Sandi Saunders:I may be flip, but I am sincere. I am in a quandary over my own puritanical streak when I see such offensive "free speech" and think that it mocks and denigrates the meaning of the right and the protections it offers. Limbaugh can wish for Obama to fail and Beck can call Obama a racist, but is there to be no line when Obama is in the cross hairs with "Kill this N&%%@r! in a poster? Can we only protect free speech by protecting hate speech? Talk me down.
It is not only possible but common here in our panel discussions to combine seriousness and flippancy in the same commentary. It reminds us that none of our remarks should be taken
too seriously, and we mean no offense when we spar. I am a card-carrying member of the ACLU, which some folks might say confirms my un-American stripes as a
communist liberal, but I prefer to think of myself as a civil libertarian. The First Amendment is first and foremost in our Bill of Rights. Without freedom of religion, speech, press, and assembly, all the rest will crumble into dust.

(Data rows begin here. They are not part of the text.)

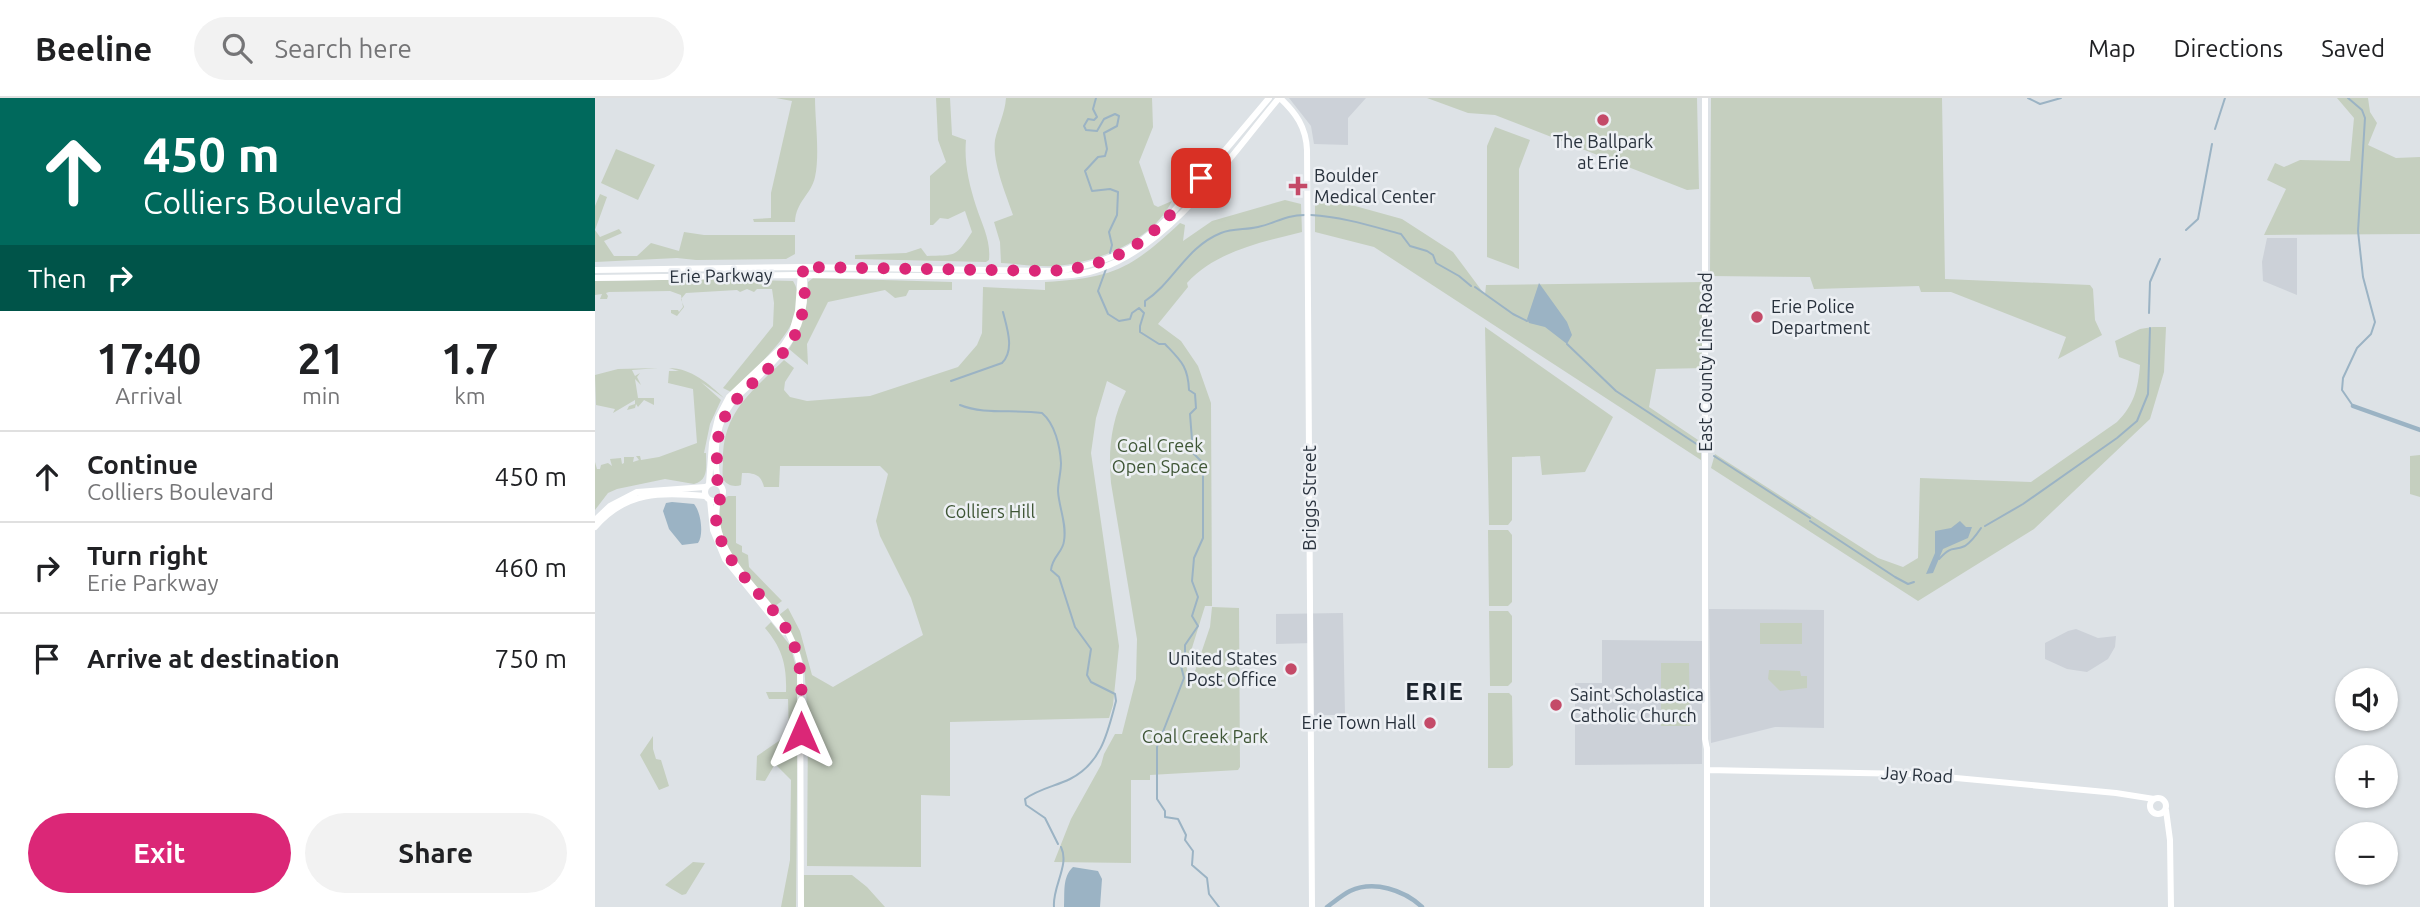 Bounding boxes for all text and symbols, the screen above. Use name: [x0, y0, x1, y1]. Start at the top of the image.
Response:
search box: [194, 17, 684, 80]
icon: search: [218, 29, 256, 67]
text: Beeline: [35, 30, 152, 67]
text: Search here: [274, 34, 412, 63]
text: Map: [2088, 35, 2135, 62]
text: Directions: [2173, 35, 2283, 62]
text: Saved: [2321, 35, 2385, 62]
marker: The Ballpark at Erie: [1595, 112, 1611, 128]
icon: ahead: [28, 126, 119, 217]
text: 450 m: [143, 126, 280, 181]
place label: The Ballpark at Erie: [1553, 131, 1653, 172]
pin: [1171, 148, 1231, 208]
icon: arrive: [1182, 159, 1220, 197]
place label: Boulder Medical Center: [1314, 165, 1436, 206]
marker: Boulder Medical Center: [1288, 176, 1308, 196]
text: Colliers Boulevard: [143, 184, 403, 220]
icon: right: [101, 259, 139, 297]
text: Then: [28, 264, 87, 293]
street label: Erie Parkway: [669, 264, 773, 286]
street label: East County Line Road: [1695, 272, 1715, 452]
place label: Erie Police Department: [1771, 296, 1870, 337]
marker: Erie Police Department: [1749, 309, 1765, 325]
text: 17:40: [96, 335, 201, 382]
text: 21: [297, 335, 345, 382]
text: 1.7: [441, 335, 499, 382]
text: Arrival: [115, 383, 182, 408]
text: min: [302, 383, 340, 408]
text: km: [454, 383, 486, 408]
park label: Coal Creek Open Space: [1112, 435, 1208, 476]
street label: Briggs Street: [1299, 445, 1319, 551]
text: Continue: [87, 450, 198, 479]
icon: ahead: [28, 458, 66, 496]
text: 450 m: [495, 462, 567, 491]
text: Colliers Boulevard: [87, 479, 274, 504]
park label: Colliers Hill: [945, 501, 1035, 521]
text: Turn right: [87, 541, 208, 570]
icon: right: [28, 549, 66, 587]
text: 460 m: [495, 553, 567, 582]
text: Erie Parkway: [87, 570, 219, 595]
icon: arrive: [28, 640, 66, 678]
text: Arrive at destination: [87, 644, 340, 673]
text: 750 m: [495, 644, 567, 673]
place label: United States Post Office: [1168, 648, 1277, 689]
marker: United States Post Office: [1283, 661, 1299, 677]
map controls: [2335, 668, 2398, 885]
button: sound: [2335, 668, 2398, 731]
district label: ERIE: [1405, 678, 1465, 705]
place label: Saint Scholastica Catholic Church: [1570, 684, 1704, 725]
position arrow: [764, 696, 838, 770]
marker: Saint Scholastica Catholic Church: [1548, 697, 1564, 713]
place label: Erie Town Hall: [1301, 712, 1416, 732]
marker: Erie Town Hall: [1422, 715, 1438, 731]
park label: Coal Creek Park: [1142, 726, 1268, 746]
button: +: [2335, 745, 2398, 808]
street label: Jay Road: [1880, 762, 1954, 786]
button: Exit: [28, 813, 291, 893]
button: Share: [305, 813, 567, 893]
button: −: [2335, 822, 2398, 885]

I know some folks think it is the Second Amendment that ultimately stands between liberty and tyranny, and that's a matter of opinion. I will simply point out that it is placed in the context of a carefully phrased reference to a "well-regulated militia" as the first line of defense (by implication, against foreign invasion and domestic insurrection). Think of Shays' Rebellion and the Whiskey Rebellion, both crushed by the militia. Rising up against King George's Tea Tax was one thing (incited and applauded), but farmers taking up arms and marching on the state arsenal or customs house was another (denounced and repressed). But I digress....
Free speech should and does include outrageously offensive, disgusting, ignorant, and hateful speech. It does not include obscenity, libel, slander, sedition, or inciting violence. Volumes of constitutional law have charted the murky waters of what constitutes some of these abuses of free speech and press. It can be very subjective (in the eye of the beholding plaintiff or prosecutor, jury, and judge).
Hate speech is vile but legal. Hate speech that incites violence is not. The question with regard to Mr, White is whether his words posed a clear and genuine threat or were just harmless rhetoric. At his keyboard, he did not seem concerned about the distinction. Now that he is a defendent, his defense attorney is insisting it was just the idle musing of an unhappy citizen.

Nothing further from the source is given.